## WHAT YOU SHOULD DO
Filter the entries down to the lines holding "side", then copy those lines.

## Stored data entries
=-=-=

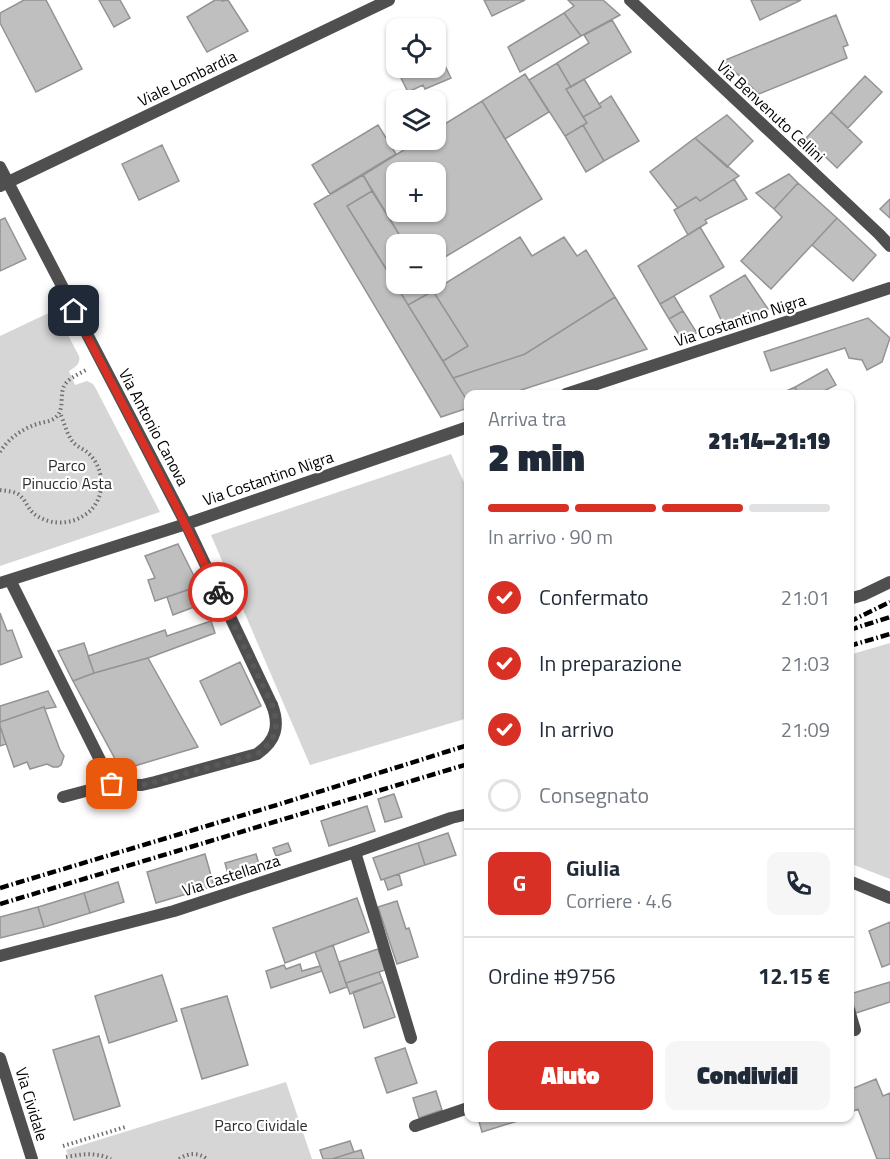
<!DOCTYPE html>
<html lang="it">
<meta charset="utf-8">
<style>
body{margin:0;font-family:"Titillium Web",sans-serif;background:#f6f6f7;color:#1f2937;height:100vh;display:flex;flex-direction:column;font-size:22px;white-space:nowrap}
*{box-sizing:border-box;margin:0}
p{font-size:20px;color:#747a83}
.icon{flex:none;width:33px;height:33px;fill:none;stroke:currentColor;stroke-width:2;stroke-linecap:round;stroke-linejoin:round}
.map{position:relative;flex:1;overflow:hidden}
.side{position:absolute;left:464px;top:390px;width:390px;height:732px;display:flex;flex-direction:column;background:#fff;border-radius:12px;box-shadow:0 2px 4px #0004}
.side>*{flex:none}
.tools{position:absolute;left:386px;top:18px;display:grid;gap:12px}
.tools a{display:grid;place-items:center;width:60px;height:60px;border-radius:12px;background:#fff;box-shadow:0 2px 4px #0004;font-size:30px}
.pin{position:absolute;display:grid;place-items:center;width:51px;height:51px;color:#fff;margin:-26px;border-radius:12px;box-shadow:0 3px 9px #0006}
.courier{position:absolute;display:grid;place-items:center;width:60px;height:60px;margin:-30px;border:4px solid #d93025;border-radius:50%;background:#fff;color:#222;box-shadow:0 2px 8px #0007}
.headline em{font-style:normal;font-weight:800}
.headline div{display:flex;flex-direction:column-reverse}
.headline{display:flex;align-items:center;justify-content:space-between;height:102px;padding:0 24px}
h1{font-size:39px;font-weight:800;line-height:45px}
.bar{display:grid;grid-template-columns:repeat(4,1fr);gap:9px 6px;align-content:center;height:72px;padding:0 24px}
.bar i{height:8px;border-radius:4px;background:#e0e1e3}
.bar .on{background:#d93025}
.bar p{grid-column:span 4}
.line{display:flex;align-items:center;gap:15px;padding:0 24px;border-top:2px solid #e0e1e3}
.line div{flex:1}
.round{display:grid;place-items:center;flex:none;width:63px;height:63px;border-radius:12px;background:#f6f6f7}
ol{padding:0 24px;list-style:none}
li{display:flex;align-items:center;gap:18px;height:66px}
li p{margin-inline-start:auto}
li .icon{padding:6px;border-radius:50%;background:#d93025;color:#fff;stroke-width:4}
li:last-child{color:#747a83}
li i{width:33px;height:33px;border:3px solid #e0e1e3;border-radius:50%}
.button{display:flex;gap:12px;margin-top:auto;padding:12px 24px}
.button a{flex:1;height:69px;border-radius:12px;background:#d93025;color:#fff;font-size:24px;font-weight:800;line-height:69px;text-align:center}
.button a+a{background:#f6f6f7;color:#1f2937}
.map>svg:first-child{display:block}
.green{fill:#d6d6d6}
.building{fill:#bfbfbf;stroke:#939393;stroke-width:1.5;fill-rule:evenodd}
.lines{fill:none;stroke-linecap:round;stroke-linejoin:round}
.path{stroke:#717171;stroke-width:4;stroke-dasharray:1.5 3;stroke-linecap:butt}
.service{stroke:#4f4f4f;stroke-width:12}
.minor{stroke:#4f4f4f;stroke-width:12}
.tertiary{stroke:#4f4f4f;stroke-width:12}
.rail{stroke:#000;stroke-width:4.5;stroke-dasharray:9 3 1.5 3;stroke-linecap:butt}
.done{stroke:#595959;stroke-width:6;stroke-dasharray:0 10.8}
.route{stroke:#d93025;stroke-width:8}
.labels{text-anchor:middle;stroke-width:4.5;stroke-linejoin:round;paint-order:stroke}
.street-label{font-size:16px;fill:#000;stroke:#fff}
.park-label{font-size:16px;fill:#2d2d2d;stroke:#fff}
</style>
<div class="map">
<svg width="890" height="1159" viewBox="0 0 890 1159">
<rect width="100%" height="100%" fill="#fff"/>
<path class="green" d="M55 310 79 356C81 364 75 367 69 371L75 385 87 381 93 384 95 387 160 512 0 566V336Z
M451 454 468 491V718L310 765 211 535Z
M890 643V879L849 863V655Z
M286 1082 312 1159H69L66 1150Z"/>
<path class="building" d="M24 0H46L82 69 36 92 0 23V13Z
M99 0H120L130 18 114 27Z
M215 0H222V1L228 0 248 31 207 52 187 17Z
M484 0H525L492 16Z
M568 0H603L620 15 581 36 564 13 574 6Z
M751 0H801L760 20Z
M564 13 581 36 520 72 508 47Z
M836 15 848 45 843 47 847 58 759 94 723 61Z
M612 20 631 52 571 87 557 63 589 43 584 35Z
M435 45 451 78 425 89 423 85 408 92 396 68H435Z
M557 63 571 87 566 89 587 123 565 136 529 80Z
M525 74 549 112 505 139 482 101Z
M865 76 882 92 848 128 831 112Z
M584 79 601 107 583 117 566 89Z
M611 96 639 141 604 161 583 125 587 123 583 117 601 107 599 104Z
M482 101 542 199 435 263V244H405L363 175 420 140H435V130ZM396 172H435V212H396Z
M831 112 862 142 837 168 806 138Z
M727 115 753 141 727 167 695 138Z
M378 125 396 154 330 194 312 165Z
M583 125 604 161 586 172 565 136Z
M695 138 739 176 700 201 696 197 678 208 650 172Z
M162 145 179 181 139 200 122 164Z
M789 174 798 183 774 209 756 193Z
M363 175 372 191 347 206 468 402V408L441 417 314 204Z
M734 179 747 199 705 220 707 223 688 235 674 210 696 197 700 201Z
M798 183 837 218 771 289 741 261 782 217 774 209Z
M372 191 405 244H396V284H401L397 286 347 206Z
M890 199V218L880 209Z
M5 218 26 259 0 271V220Z
M837 218 876 255 853 281 812 245Z
M700 227 724 267 660 304 638 266Z
M520 237 532 256 564 237 577 256 586 250 615 297 525 354 453 378 443 361 468 346 433 291Z
M745 275 768 309 723 324 710 296Z
M401 284H429L433 291 408 305 397 286Z
M433 291 468 346 443 361 408 305Z
M674 296 683 311 669 319 660 304Z
M615 297 647 349 509 394H468V402L453 378 525 354Z
M683 311 697 333 681 338 669 319Z
M868 318 890 338 882 362 867 370 862 360 849 358 845 348 771 371 764 352Z
M827 369 836 385 818 394H799L795 387Z
M795 387 799 394H780Z
M178 544 199 586 155 601 148 580 155 578 145 556Z
M199 586 207 602 173 615 167 597Z
M0 613 7 631 12 630 22 657 0 665Z
M211 621 215 633 148 658 94 673 88 656 165 630 167 636Z
M84 643 94 673 73 681 58 651Z
M148 658 198 747 121 770 73 681 94 673Z
M240 662 261 706 221 725 200 681Z
M48 691 56 707 45 709 44 707 0 722V706Z
M44 707 60 750 64 756 61 765 58 767H53L47 764 30 769 27 762 14 767 0 726V722Z
M0 726 6 744 0 746Z
M394 794 402 817 385 822 378 799Z
M367 806 375 831 329 846 321 821Z
M448 833 456 855 425 865 418 843Z
M288 843 291 851 276 856 273 848Z
M418 843 425 865 381 880 373 858Z
M205 854 214 886 156 903 147 872Z
M256 854 261 871 230 881 225 863Z
M399 874 402 885 388 890 384 879Z
M118 882 124 902 90 913 84 893Z
M84 893 90 913 44 927 38 907Z
M357 898 369 932 285 963 273 928Z
M397 901 406 929 409 928 418 957 397 964 378 907Z
M38 907 44 927 0 938V917Z
M890 922V964L882 967 869 931Z
M333 945 347 987 330 993 315 952Z
M378 949 385 970 346 983 339 962Z
M300 964 302 971 320 966 322 971 271 988 266 971 284 965 286 969Z
M379 972 383 982 350 994 346 983Z
M162 975 177 1021 109 1043 95 996Z
M383 982 395 1017 364 1028 353 992Z
M890 982V1002L856 1013 850 994Z
M227 996 248 1065 202 1079 181 1009Z
M99 1036 120 1106 74 1120 53 1050Z
M405 1048 417 1083 387 1093 375 1058Z
M876 1079 883 1096 890 1093V1159H877L858 1109 849 1113V1090Z
M436 1091 442 1110 419 1118 413 1098Z
M478 1118H527L482 1132Z
M350 1141 354 1152 332 1159H323L320 1150Z
M361 1150 364 1159H332L354 1152Z"/>
<g class="lines">
<path class="path" d="M0 452C9 438 22 429 37 424 43 422 50 422 55 418 66 410 58 392 66 383 71 377 79 374 86 370
M0 490C6 491 13 491 18 494 29 502 26 512 43 519 56 525 72 523 83 516 106 503 107 470 88 453 84 449 77 447 73 442 67 435 64 422 60 413
M63 1146 125 1127
M66 1157C82 1154 95 1152 111 1159
M179 1159C188 1153 198 1152 207 1159"/>
<path class="service" d="M849 599 863 595 890 582
M63 797 112 784 142 785 155 782 257 754C276 741 280 726 272 705
M355 852 411 1038
M849 1010 855 1030
M415 1126 468 1108"/>
<path class="minor" d="M630 0 879 234 890 246
M0 167 186 524 272 705
M566 394 890 288
M10 580 112 784
M0 583 186 524 468 427
M849 881 890 898
M0 956 174 911 355 852 451 818 468 814
M0 1058 32 1159"/>
<path class="tertiary" d="M0 186 389 0"/>
<path class="rail" d="M849 622 890 602
M849 630 890 617
M849 646 890 634
M0 888 280 804 468 745
M0 904 468 764"/>
</g>
<g class="lines">
<path class="done" d="M112 784 142 785 155 782 257 754C276 741 280 726 272 705L218 592"/>
<path class="route" d="M74 311 176 506 218 592"/>
</g>
<g class="labels">
<g class="street-label">
<text transform="translate(187 78) rotate(-26)" y="6">Viale Lombardia</text>
<text transform="translate(771 111) rotate(43)" y="6">Via Benvenuto Cellini</text>
<text transform="translate(740 320) rotate(-18)" y="6">Via Costantino Nigra</text>
<text transform="translate(154 427) rotate(62)" y="6">Via Antonio Canova</text>
<text transform="translate(268 478) rotate(-19)" y="6">Via Costantino Nigra</text>
<text transform="translate(231 875) rotate(-18)" y="6">Via Castellanza</text>
<text transform="translate(32 1104) rotate(73)" y="6">Via Cividale</text>
</g>
<g class="park-label">
<text x="67" y="471">Parco<tspan x="67" dy="18">Pinuccio Asta</tspan></text>
<text x="261" y="1131">Parco Cividale</text>
</g>
</g>
</svg>
<div class="tools">
<a><svg class="icon" aria-label="locate" viewBox="0 0 24 24"><circle cx="12" cy="12" r="6"/><path d="M12 2v4M12 18v4M2 12h4M18 12h4"/></svg></a>
<a><svg class="icon" aria-label="layers" viewBox="0 0 24 24"><path d="M12 4l9 5-9 5-9-5zM3 14l9 5 9-5"/></svg></a>
<a>+</a>
<a>−</a>
</div>
<div class="pin" style="left:112px;top:784px;background:#ea580c"><svg class="icon" aria-label="bag" viewBox="0 0 24 24"><path d="M5 8h14l-1 12H6zM9 8a3 3 0 0 1 6 0"/></svg></div>
<div class="pin" style="left:74px;top:311px;background:#1f2937"><svg class="icon" aria-label="home" viewBox="0 0 24 24"><path d="M3 11l9-7 9 7M6 9v11h12V9"/></svg></div>
<div class="courier" style="left:218px;top:592px"><svg class="icon" aria-label="bike" viewBox="0 0 24 24"><circle cx="6" cy="16" r="4"/><circle cx="18" cy="16" r="4"/><path d="M6 16l4-8h5l3 8M10 8l3 8H6M13 5h3"/></svg></div>
<section class="side">
<div class="headline"><div><h1>2 min</h1><p>Arriva tra</p></div><em>21:14–21:19</em></div>
<div class="bar"><i class="on"></i><i class="on"></i><i class="on"></i><i></i><p>In arrivo · 90 m</p></div>
<ol>
<li><svg class="icon" aria-label="check" viewBox="0 0 24 24"><path d="M5 12l5 5 9-10"/></svg>Confermato<p>21:01</p></li>
<li><svg class="icon" aria-label="check" viewBox="0 0 24 24"><path d="M5 12l5 5 9-10"/></svg>In preparazione<p>21:03</p></li>
<li><svg class="icon" aria-label="check" viewBox="0 0 24 24"><path d="M5 12l5 5 9-10"/></svg>In arrivo<p>21:09</p></li>
<li><i></i>Consegnato</li>
</ol>
<div class="line" style="height:108px"><b class="round" style="background:#d93025;color:#fff">G</b><div><b>Giulia</b><p>Corriere · 4.6</p></div><a class="round"><svg class="icon" aria-label="phone" viewBox="0 0 24 24"><path d="M5 4h4l2 5-3 2q2 4 5 5l2-3 5 2v4C11 20 4 13 5 4z"/></svg></a></div>
<div class="line" style="height:78px"><div>Ordine #9756</div><b>12.15 €</b></div>
<div class="button"><a>Aiuto</a><a>Condividi</a></div>
</section>
</div>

=-=-=

## TASK SOLUTION
.side{position:absolute;left:464px;top:390px;width:390px;height:732px;display:flex;flex-direction:column;background:#fff;border-radius:12px;box-shadow:0 2px 4px #0004}
.side>*{flex:none}
<section class="side">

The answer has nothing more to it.